The task —
What is needed is a verbatim copy of the data, minus the pictures.

Data below —
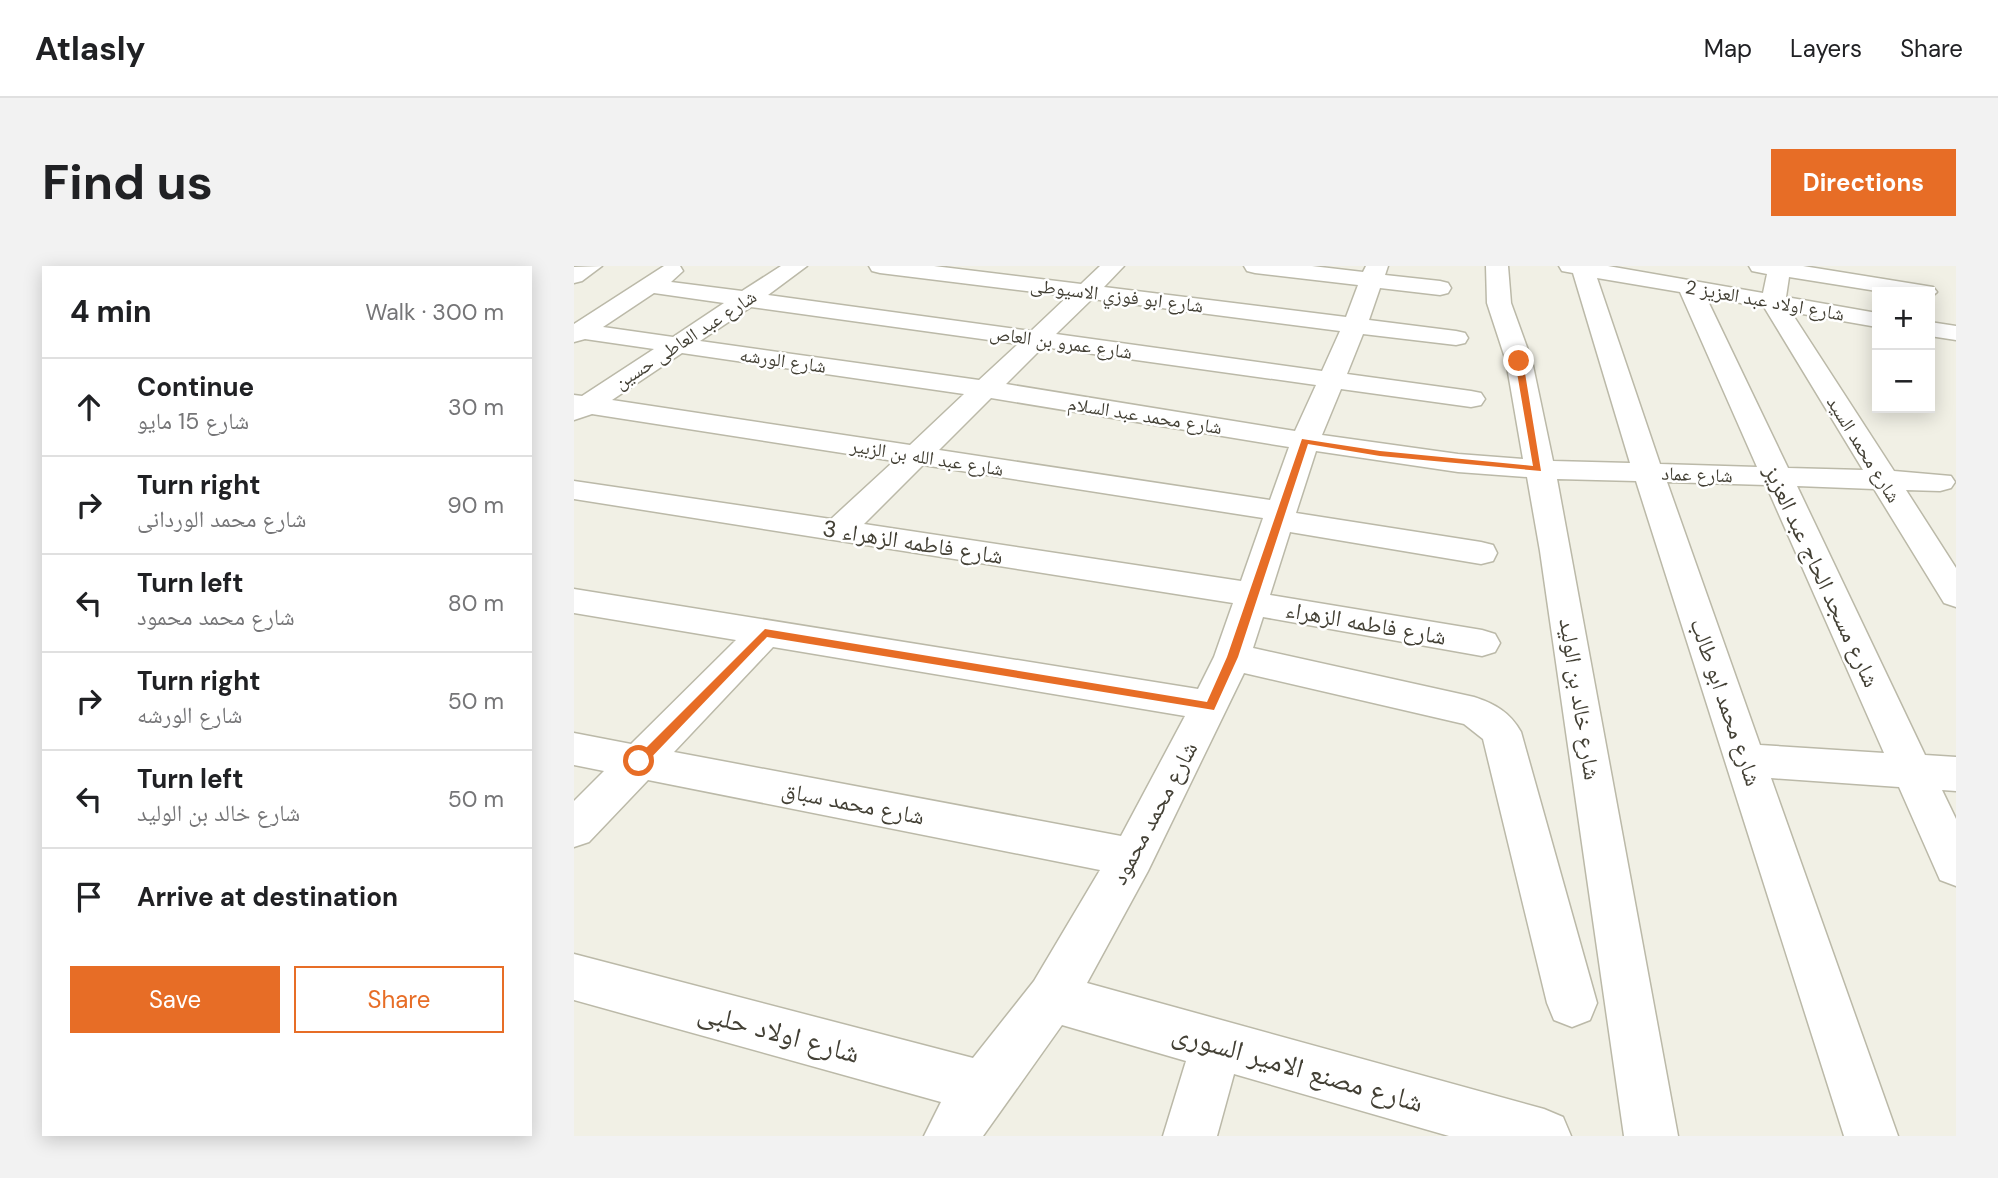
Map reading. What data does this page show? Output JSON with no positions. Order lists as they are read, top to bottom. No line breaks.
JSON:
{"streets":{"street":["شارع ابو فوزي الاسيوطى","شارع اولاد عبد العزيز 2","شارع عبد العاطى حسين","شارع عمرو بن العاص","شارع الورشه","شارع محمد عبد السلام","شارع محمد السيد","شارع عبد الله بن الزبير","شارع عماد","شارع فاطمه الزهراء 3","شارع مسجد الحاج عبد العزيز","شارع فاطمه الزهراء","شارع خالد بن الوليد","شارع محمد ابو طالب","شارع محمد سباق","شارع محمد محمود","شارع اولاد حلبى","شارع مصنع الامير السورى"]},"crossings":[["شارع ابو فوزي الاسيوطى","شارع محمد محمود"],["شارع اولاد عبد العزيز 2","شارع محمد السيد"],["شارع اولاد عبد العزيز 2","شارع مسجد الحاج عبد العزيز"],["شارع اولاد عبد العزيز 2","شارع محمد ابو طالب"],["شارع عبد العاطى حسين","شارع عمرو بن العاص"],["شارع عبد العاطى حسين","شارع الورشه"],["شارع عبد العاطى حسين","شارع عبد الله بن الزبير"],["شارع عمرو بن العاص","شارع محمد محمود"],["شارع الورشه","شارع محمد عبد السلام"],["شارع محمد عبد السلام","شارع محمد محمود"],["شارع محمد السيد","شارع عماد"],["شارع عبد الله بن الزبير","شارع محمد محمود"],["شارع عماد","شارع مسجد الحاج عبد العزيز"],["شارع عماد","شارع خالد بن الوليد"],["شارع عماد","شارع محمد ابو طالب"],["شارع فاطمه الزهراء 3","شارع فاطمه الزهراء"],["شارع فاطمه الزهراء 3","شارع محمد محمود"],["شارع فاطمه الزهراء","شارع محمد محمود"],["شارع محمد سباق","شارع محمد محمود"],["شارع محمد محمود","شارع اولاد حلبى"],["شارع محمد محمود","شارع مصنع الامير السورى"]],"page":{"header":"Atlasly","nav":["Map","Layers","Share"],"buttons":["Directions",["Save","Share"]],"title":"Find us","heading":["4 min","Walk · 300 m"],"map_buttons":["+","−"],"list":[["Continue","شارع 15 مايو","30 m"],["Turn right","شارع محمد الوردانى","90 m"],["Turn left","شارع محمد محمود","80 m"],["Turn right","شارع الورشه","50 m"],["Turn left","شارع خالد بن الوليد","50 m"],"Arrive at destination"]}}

Answer for the task —
Map reading. What data does this page show? Output JSON with no positions. Order lists as they are read, top to bottom. No line breaks.
JSON:
{"streets":{"street":["شارع ابو فوزي الاسيوطى","شارع اولاد عبد العزيز 2","شارع عبد العاطى حسين","شارع عمرو بن العاص","شارع الورشه","شارع محمد عبد السلام","شارع محمد السيد","شارع عبد الله بن الزبير","شارع عماد","شارع فاطمه الزهراء 3","شارع مسجد الحاج عبد العزيز","شارع فاطمه الزهراء","شارع خالد بن الوليد","شارع محمد ابو طالب","شارع محمد سباق","شارع محمد محمود","شارع اولاد حلبى","شارع مصنع الامير السورى"]},"crossings":[["شارع ابو فوزي الاسيوطى","شارع محمد محمود"],["شارع اولاد عبد العزيز 2","شارع محمد السيد"],["شارع اولاد عبد العزيز 2","شارع مسجد الحاج عبد العزيز"],["شارع اولاد عبد العزيز 2","شارع محمد ابو طالب"],["شارع عبد العاطى حسين","شارع عمرو بن العاص"],["شارع عبد العاطى حسين","شارع الورشه"],["شارع عبد العاطى حسين","شارع عبد الله بن الزبير"],["شارع عمرو بن العاص","شارع محمد محمود"],["شارع الورشه","شارع محمد عبد السلام"],["شارع محمد عبد السلام","شارع محمد محمود"],["شارع محمد السيد","شارع عماد"],["شارع عبد الله بن الزبير","شارع محمد محمود"],["شارع عماد","شارع مسجد الحاج عبد العزيز"],["شارع عماد","شارع خالد بن الوليد"],["شارع عماد","شارع محمد ابو طالب"],["شارع فاطمه الزهراء 3","شارع فاطمه الزهراء"],["شارع فاطمه الزهراء 3","شارع محمد محمود"],["شارع فاطمه الزهراء","شارع محمد محمود"],["شارع محمد سباق","شارع محمد محمود"],["شارع محمد محمود","شارع اولاد حلبى"],["شارع محمد محمود","شارع مصنع الامير السورى"]],"page":{"header":"Atlasly","nav":["Map","Layers","Share"],"buttons":["Directions",["Save","Share"]],"title":"Find us","heading":["4 min","Walk · 300 m"],"map_buttons":["+","−"],"list":[["Continue","شارع 15 مايو","30 m"],["Turn right","شارع محمد الوردانى","90 m"],["Turn left","شارع محمد محمود","80 m"],["Turn right","شارع الورشه","50 m"],["Turn left","شارع خالد بن الوليد","50 m"],"Arrive at destination"]}}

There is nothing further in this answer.